Still, even with the extra pounds, Teller got to take a screen icon to bed - an irony that's not wasted on him. "So many people said to me, 'Oh my God, I am so jealous, you were kissing Charlotte Rampling for the Marc Jacobs ad,'" boasts Teller, who can't stop a healthy dollop of smugness from entering into the conversation. "And I thought to myself, 'You wait till you see this,'" he adds, holding up the book.

Facilitated by his wife, the art dealer and gallery owner Sadie Coles (she took many of the photographs of the two), Teller was freed up to share joint-billing in front of the camera with Rampling. Indeed the photographer's presence makes him as much the star of the book as the actress herself. According to Teller, becoming the subject of his unflinching self-scrutiny, triggered not so much an ego trip but a journey of self-discovery. "To a certain extent the book is a celebration of finding my sense of self. I knew I'd be able to be more brutally honest with me than with anybody else," he says. "There was a time when I'd photographed a lot of celebrities and sometimes that was actually mentally and physically quite draining, to creep inside a person's psyche. I just decided I didn't want to have to figure out other people's neurosis."

Instead, Teller's pictorial universe has become increasingly autobiographical, while the self-portraits he's shot over the past couple of years have offered up his own psychological neuroses for us to pick over. "It was really healthy for me. It opened a lot of doors for me. It opened whole other conversations with my mother.
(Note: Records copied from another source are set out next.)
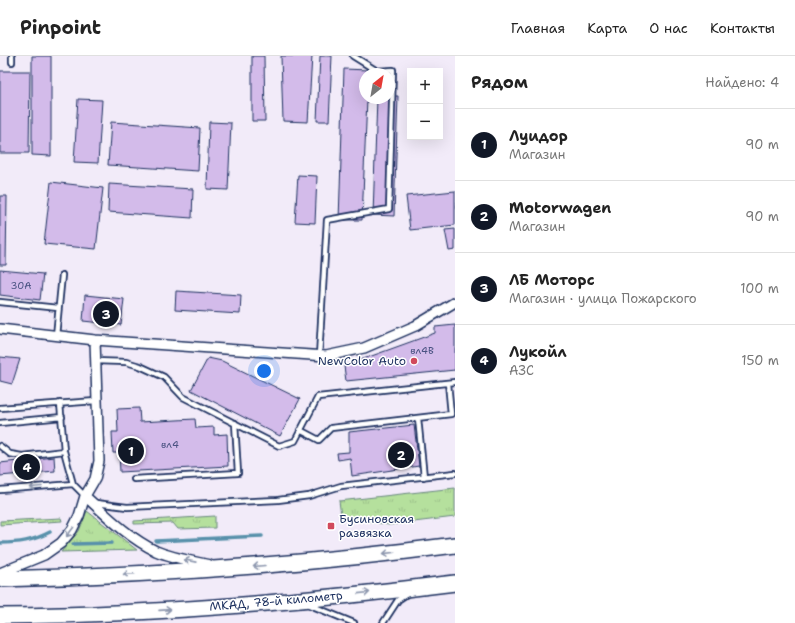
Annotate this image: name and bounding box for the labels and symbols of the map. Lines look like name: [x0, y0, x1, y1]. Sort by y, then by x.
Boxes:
north arrow: [359, 68, 395, 104]
house number: 30А: [10, 279, 32, 292]
pin: 3: [93, 299, 119, 329]
house number: вл4В: [410, 344, 434, 357]
place label: NewColor Auto: [318, 353, 406, 369]
marker: NewColor Auto: [409, 356, 419, 366]
your location: [254, 361, 274, 381]
pin: 1: [118, 436, 144, 466]
house number: вл4: [161, 438, 179, 451]
pin: 2: [388, 440, 414, 470]
pin: 4: [14, 452, 40, 482]
one-way arrow: [30, 484, 43, 491]
place label: Бусиновская развязка: [339, 511, 414, 541]
marker: Бусиновская развязка: [326, 521, 336, 531]
one-way arrow: [66, 526, 74, 537]
one-way arrow: [383, 549, 396, 557]
one-way arrow: [184, 557, 197, 565]
one-way arrow: [253, 562, 266, 569]
one-way arrow: [123, 571, 136, 578]
street label: МКАД, 78-й километр: [209, 587, 343, 615]
one-way arrow: [357, 590, 370, 597]
one-way arrow: [158, 606, 171, 613]

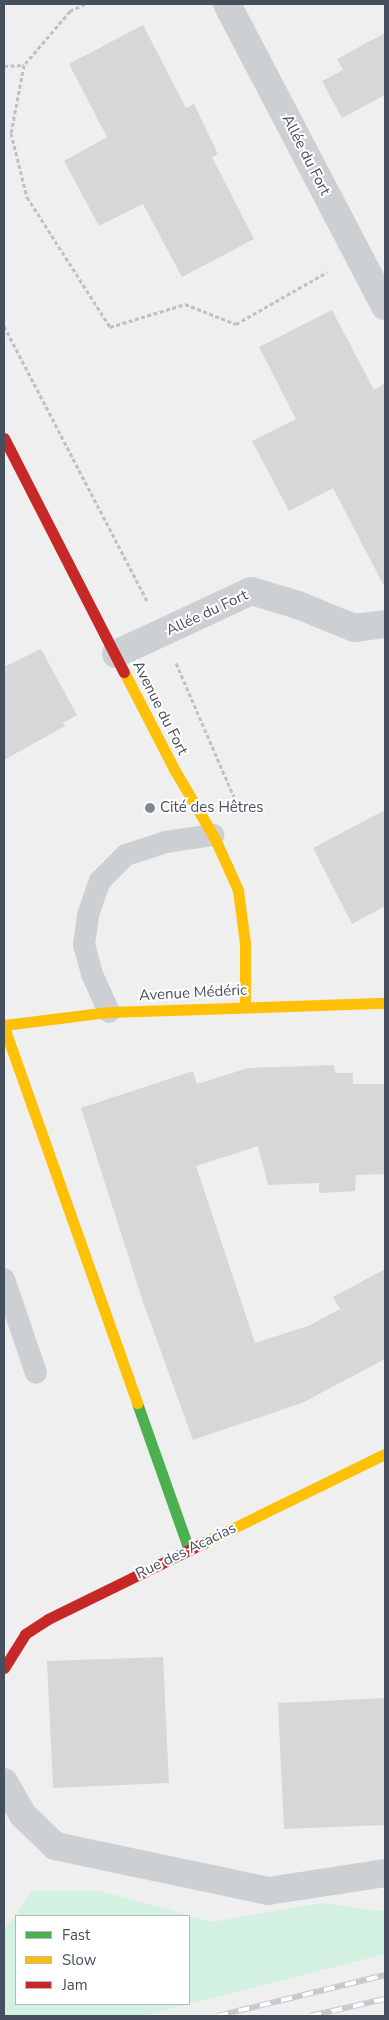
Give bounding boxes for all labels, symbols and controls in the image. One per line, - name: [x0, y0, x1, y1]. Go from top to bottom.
- street label: Allée du Fort: [278, 112, 334, 198]
- street label: Allée du Fort: [163, 586, 251, 640]
- street label: Avenue du Fort: [129, 658, 191, 758]
- place label: Cité des Hêtres: [160, 799, 263, 817]
- marker: Cité des Hêtres: [144, 802, 156, 814]
- street label: Avenue Médéric: [138, 981, 248, 1005]
- street label: Rue des Acacias: [133, 1519, 239, 1583]
- legend: [15, 1915, 190, 2005]
- text: Fast: [62, 1925, 90, 1945]
- text: Slow: [62, 1950, 96, 1970]
- text: Jam: [62, 1975, 88, 1995]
It had a real meaning to deal with my own life and with my father's suicide," he says haltingly of one specific watershed self-portrait, featured in his catalogue Ich Bin Vierzig that comes with Louise XV. The picture shows Teller standing naked on his father's grave swilling beer. "I did certain pictures that we just had to talk about because there was a lot that wasn't talked about, which is very understandable."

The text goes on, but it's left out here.